Broken Pull Request tasks: rerun#
If a Github Pull Request requires that a test goes green before you can
merge, a rerun
of an intermittent failed task will potentially mark
that test as green if it passes the next run.
Broken release tasks: rerun#
If a release task is broken for intermittent or external dependency
reasons, we should rerun
to unblock the rest of the graph. A
retrigger
will spawn new tasks but leave the busted task in place. A
retrigger
that spawns downstreams will fork the entire graph, which
could get extremely messy and break Chain of Trust verification. For
this reason, we have explicitly marked retrigger
as (disabled)
on release tasks; we can still force
these through if desired, but
in general we don’t want to.
Testing scriptworker pools outside of the release: retrigger (force)#
If we deployed a new production scriptworker pool, and if, as is best
practice, our scriptworker tasks are idempotent, we can
retrigger (force)
a previously green release or nightly task.
For instance, if we deployed a new signingscript production pool, we can
find a nightly graph from a couple days ago, and
retrigger (disabled)
a nightly signing task, with force: true
,
through action hooks. Because the new task is a) idempotent, b)
CoT-verifiable, and c) doesn’t pollute the output of the previously-run
signing task, we get a new signing task run that leaves the previous
nightly graph CoT-verifiable.
(This is as opposed to rerun (force)
of a nightly or release signing
task. The SHAs of the artifacts of that taskId
will change and no
longer match the SHAs of the artifacts used in downstream tasks; this is
discouraged and could force a build 2 if we do so in an in-flight
release graph.)
Notarization poller timeouts: rerun (force)#
For Apple Notarization, sometimes we have to use a rerun (force)
:
notarization-part-1
submits the build to Apple’s Notarization service correctlynotarization-poller
polls Apple, but that times out.
We have the capability of letting the notarization poller run for 10+
hours until the notarization service is finally ready, but in many
cases, simply resubmitting the build will result in a faster turnaround.

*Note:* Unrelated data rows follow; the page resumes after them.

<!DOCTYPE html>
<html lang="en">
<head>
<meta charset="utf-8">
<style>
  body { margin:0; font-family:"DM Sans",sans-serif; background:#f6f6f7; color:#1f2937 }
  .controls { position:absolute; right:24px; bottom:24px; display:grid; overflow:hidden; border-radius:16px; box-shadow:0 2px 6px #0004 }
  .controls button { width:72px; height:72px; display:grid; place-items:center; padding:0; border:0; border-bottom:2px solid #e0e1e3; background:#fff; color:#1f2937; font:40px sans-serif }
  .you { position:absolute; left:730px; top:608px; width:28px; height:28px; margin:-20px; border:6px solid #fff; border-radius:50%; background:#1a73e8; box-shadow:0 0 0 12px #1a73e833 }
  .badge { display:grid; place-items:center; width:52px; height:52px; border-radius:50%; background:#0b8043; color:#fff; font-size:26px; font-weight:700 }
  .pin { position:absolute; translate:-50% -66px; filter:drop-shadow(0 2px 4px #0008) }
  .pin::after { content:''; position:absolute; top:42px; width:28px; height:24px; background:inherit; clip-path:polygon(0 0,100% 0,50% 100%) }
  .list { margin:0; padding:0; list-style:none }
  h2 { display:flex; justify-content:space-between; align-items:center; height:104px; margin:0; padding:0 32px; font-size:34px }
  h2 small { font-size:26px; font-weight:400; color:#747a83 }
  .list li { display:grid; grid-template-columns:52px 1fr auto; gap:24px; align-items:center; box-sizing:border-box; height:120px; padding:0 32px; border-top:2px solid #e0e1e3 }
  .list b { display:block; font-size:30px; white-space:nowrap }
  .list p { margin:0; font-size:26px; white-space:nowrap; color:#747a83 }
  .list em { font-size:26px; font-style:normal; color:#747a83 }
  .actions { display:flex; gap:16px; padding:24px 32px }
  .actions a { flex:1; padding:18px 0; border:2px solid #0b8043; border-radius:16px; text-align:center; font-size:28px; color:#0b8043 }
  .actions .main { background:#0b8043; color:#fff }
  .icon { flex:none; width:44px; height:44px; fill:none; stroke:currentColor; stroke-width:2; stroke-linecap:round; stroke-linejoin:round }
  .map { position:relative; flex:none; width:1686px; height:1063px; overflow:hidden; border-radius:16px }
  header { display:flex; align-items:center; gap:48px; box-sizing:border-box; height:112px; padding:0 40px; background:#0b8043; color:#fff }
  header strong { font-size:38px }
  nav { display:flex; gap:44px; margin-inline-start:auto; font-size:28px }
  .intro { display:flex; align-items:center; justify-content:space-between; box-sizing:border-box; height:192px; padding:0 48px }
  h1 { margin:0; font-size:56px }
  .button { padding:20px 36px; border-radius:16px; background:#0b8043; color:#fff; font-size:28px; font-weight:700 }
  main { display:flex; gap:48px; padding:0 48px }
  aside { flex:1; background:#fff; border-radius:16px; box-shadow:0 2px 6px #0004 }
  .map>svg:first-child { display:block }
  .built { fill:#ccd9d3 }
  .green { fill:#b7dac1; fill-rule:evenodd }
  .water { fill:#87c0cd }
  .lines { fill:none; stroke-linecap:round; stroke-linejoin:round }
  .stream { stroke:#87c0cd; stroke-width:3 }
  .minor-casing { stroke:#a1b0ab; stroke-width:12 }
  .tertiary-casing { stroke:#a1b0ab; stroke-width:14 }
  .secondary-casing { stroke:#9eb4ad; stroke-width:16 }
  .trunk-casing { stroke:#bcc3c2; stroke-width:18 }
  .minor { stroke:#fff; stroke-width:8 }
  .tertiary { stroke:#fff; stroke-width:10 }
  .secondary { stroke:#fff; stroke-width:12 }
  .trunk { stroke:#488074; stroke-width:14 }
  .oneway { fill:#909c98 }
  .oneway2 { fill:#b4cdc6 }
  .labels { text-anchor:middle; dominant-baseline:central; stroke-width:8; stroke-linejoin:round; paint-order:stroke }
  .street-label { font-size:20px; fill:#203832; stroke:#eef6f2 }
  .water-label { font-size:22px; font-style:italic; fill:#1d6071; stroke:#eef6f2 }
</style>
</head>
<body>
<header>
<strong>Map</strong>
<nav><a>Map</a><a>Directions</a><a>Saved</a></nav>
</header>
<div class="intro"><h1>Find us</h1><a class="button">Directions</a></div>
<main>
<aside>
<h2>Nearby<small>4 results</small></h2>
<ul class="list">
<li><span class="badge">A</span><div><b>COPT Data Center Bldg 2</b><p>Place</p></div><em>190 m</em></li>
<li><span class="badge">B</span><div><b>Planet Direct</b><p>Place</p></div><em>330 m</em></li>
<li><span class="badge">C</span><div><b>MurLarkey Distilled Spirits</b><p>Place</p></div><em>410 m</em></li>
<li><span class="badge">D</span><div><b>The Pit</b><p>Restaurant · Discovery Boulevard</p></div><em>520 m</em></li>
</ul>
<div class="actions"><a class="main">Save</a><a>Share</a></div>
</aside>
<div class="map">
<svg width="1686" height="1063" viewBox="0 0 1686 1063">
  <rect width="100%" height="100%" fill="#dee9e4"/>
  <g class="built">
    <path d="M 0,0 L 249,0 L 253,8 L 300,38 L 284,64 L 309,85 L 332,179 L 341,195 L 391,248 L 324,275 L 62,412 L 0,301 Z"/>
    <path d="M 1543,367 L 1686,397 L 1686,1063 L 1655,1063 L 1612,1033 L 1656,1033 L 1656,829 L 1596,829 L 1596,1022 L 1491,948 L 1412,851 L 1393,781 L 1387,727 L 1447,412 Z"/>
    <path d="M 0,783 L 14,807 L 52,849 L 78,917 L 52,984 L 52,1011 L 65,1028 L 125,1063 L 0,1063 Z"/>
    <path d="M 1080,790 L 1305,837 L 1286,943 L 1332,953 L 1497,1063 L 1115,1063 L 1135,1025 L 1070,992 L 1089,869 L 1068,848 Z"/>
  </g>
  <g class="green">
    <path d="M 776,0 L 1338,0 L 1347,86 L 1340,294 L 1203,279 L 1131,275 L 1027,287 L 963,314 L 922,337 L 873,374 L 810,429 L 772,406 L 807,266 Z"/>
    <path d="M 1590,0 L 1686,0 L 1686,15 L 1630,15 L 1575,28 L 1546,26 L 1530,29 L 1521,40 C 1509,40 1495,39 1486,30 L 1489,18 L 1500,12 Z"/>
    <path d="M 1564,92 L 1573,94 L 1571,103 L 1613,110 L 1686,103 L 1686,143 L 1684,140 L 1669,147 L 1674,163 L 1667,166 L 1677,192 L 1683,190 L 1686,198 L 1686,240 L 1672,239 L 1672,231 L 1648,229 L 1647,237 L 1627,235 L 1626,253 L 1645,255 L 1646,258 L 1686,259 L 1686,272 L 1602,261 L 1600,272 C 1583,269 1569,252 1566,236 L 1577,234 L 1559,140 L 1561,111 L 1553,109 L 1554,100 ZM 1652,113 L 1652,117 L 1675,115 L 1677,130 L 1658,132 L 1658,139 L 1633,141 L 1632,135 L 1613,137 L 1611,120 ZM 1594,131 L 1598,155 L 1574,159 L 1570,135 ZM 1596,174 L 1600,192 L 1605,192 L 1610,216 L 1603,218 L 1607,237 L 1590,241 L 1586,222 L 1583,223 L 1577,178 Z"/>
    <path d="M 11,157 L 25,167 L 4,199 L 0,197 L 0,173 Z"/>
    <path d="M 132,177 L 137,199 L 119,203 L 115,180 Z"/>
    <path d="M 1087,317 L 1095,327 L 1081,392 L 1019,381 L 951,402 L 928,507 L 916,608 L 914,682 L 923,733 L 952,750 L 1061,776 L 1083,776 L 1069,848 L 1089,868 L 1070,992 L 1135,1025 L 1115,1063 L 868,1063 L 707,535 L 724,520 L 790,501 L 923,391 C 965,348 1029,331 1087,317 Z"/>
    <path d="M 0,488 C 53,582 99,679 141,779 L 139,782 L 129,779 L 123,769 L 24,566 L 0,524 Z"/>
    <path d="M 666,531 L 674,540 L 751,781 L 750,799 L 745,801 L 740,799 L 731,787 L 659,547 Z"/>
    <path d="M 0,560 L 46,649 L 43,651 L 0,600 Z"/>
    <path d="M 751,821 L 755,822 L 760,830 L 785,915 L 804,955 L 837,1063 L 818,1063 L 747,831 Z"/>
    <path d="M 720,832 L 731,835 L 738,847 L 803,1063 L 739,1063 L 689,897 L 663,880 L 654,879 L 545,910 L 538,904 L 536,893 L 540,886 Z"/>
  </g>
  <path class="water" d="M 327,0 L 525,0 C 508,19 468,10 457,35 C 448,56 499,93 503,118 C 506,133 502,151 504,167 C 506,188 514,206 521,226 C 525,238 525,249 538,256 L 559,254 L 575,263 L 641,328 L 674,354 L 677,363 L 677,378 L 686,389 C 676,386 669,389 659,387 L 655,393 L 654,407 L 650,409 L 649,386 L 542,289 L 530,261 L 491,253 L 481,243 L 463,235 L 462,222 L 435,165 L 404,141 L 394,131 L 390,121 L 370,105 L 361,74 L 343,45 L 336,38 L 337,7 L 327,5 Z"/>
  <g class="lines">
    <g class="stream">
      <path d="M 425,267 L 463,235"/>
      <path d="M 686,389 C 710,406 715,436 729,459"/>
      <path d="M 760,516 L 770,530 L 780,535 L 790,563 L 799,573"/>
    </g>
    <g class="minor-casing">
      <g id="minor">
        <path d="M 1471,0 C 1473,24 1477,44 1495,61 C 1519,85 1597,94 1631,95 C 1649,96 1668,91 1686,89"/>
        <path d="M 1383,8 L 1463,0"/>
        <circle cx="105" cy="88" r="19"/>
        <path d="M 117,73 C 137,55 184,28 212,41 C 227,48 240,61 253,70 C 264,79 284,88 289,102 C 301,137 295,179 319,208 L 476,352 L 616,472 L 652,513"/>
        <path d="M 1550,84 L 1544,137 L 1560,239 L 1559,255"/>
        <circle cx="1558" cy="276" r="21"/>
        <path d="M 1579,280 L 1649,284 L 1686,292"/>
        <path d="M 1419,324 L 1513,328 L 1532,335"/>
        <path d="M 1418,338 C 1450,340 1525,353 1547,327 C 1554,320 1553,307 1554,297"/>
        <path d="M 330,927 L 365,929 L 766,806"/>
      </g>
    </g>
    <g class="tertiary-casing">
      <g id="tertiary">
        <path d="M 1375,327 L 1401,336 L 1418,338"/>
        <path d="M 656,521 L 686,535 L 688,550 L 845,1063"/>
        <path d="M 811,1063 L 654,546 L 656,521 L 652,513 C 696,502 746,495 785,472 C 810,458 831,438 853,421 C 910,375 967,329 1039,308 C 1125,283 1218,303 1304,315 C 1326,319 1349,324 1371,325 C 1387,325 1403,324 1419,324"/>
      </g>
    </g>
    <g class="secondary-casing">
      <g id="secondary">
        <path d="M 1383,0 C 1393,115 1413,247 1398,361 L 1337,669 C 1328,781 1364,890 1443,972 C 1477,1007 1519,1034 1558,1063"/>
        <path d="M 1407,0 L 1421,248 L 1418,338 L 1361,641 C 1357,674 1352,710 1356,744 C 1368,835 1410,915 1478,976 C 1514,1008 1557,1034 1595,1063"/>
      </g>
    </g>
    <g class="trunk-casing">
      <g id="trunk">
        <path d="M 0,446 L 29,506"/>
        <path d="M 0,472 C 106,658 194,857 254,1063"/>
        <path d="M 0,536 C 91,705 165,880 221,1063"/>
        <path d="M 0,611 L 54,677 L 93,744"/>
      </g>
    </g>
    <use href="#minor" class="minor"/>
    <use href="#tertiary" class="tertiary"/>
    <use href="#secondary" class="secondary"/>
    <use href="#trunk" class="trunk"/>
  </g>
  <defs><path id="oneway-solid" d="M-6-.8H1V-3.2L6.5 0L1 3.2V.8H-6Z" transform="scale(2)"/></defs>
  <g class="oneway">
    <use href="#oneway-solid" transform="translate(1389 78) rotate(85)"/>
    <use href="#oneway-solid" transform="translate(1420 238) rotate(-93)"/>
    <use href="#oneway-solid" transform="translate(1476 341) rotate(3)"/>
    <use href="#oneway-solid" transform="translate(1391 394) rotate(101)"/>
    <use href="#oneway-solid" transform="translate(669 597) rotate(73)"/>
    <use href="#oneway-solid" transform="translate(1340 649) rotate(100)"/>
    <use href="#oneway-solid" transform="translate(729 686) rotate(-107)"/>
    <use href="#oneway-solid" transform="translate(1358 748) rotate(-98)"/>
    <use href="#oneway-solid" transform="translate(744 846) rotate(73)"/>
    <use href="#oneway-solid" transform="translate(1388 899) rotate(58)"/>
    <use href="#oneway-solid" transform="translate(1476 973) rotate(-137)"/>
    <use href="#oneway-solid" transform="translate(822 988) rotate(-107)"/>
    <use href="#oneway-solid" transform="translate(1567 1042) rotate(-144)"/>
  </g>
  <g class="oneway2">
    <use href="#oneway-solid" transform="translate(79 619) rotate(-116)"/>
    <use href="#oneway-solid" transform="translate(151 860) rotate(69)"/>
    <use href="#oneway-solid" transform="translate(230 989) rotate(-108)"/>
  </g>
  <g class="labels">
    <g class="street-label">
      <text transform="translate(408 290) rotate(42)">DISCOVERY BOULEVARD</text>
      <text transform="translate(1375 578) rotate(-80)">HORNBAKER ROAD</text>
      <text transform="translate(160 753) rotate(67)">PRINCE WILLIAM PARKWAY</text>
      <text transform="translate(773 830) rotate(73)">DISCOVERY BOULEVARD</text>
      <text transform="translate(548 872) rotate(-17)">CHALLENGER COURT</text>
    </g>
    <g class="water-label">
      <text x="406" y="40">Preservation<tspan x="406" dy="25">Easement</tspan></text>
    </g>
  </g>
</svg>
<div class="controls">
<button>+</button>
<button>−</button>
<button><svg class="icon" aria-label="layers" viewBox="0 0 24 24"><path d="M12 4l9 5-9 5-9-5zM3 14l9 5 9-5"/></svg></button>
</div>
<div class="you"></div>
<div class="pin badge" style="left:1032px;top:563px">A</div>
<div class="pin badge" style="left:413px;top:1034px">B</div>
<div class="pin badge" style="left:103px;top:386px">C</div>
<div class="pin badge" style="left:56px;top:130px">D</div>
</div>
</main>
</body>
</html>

In this case, rerun (force)
the notarization-part-1
task, then
rerun
the poller task once the part 1 task finishes.
Release tasks with broken dependencies: cancel + rerun#
If a release task fails repeatably, but for some reason shouldn’t
actually block the release (the bustage is somehow expected, and none of
the artifacts are used by downstream tasks), it’s possible to let the
dependent tasks run anyway with a cancel
followed by rerun
,
after making sure all other dependencies completed successfully.
Deadline-exceeded leaf node release tasks#
If a release task has failed and passed its (generally 1 day) deadline, and it’s a leaf node (e.g., not in the middle of a complex release graph) that doesn’t depend on any upstream artifacts from previous relpro phases, and we still want to run it, we can force retrigger via actions.
Warning
If this is in a post-build phase graph (e.g. promote, push, ship), the retrigger won’t know of the existence of the on-push dependencies and will recreate them. This is probably not what you want. You probably want Advanced relpro usage.
Important
The previous broken task will remain, so the graph will remain in a failed or exception state. If the task has downstreams that rely on their output, this can result in a huge mess, and we’re better off either going with a build 2 or resorting to Advanced relpro usage. Only use this approach for leaf nodes that don’t rely on previous phase artifacts, and don’t have downstream dependent tasks that depend on artifacts from the current task, once they’ve passed their deadline.
Go to the task in the taskcluster UI
Make sure you’re logged in, top right
Click the three dots in the lower right
Retrigger (disabled)
and set theforce
flag totrue
. Click on theRetrigger (disabled)
link in the lower right.
This will create an action task that creates a copy of this
deadline-exceeded release task, but with a new taskId
and updated
timestamps.
We would do this if we want the result of the leaf release task. For
example, if we want a mark-as-shipped
task to run to mark the
release as shipped in shipit, or a version bump, or similar.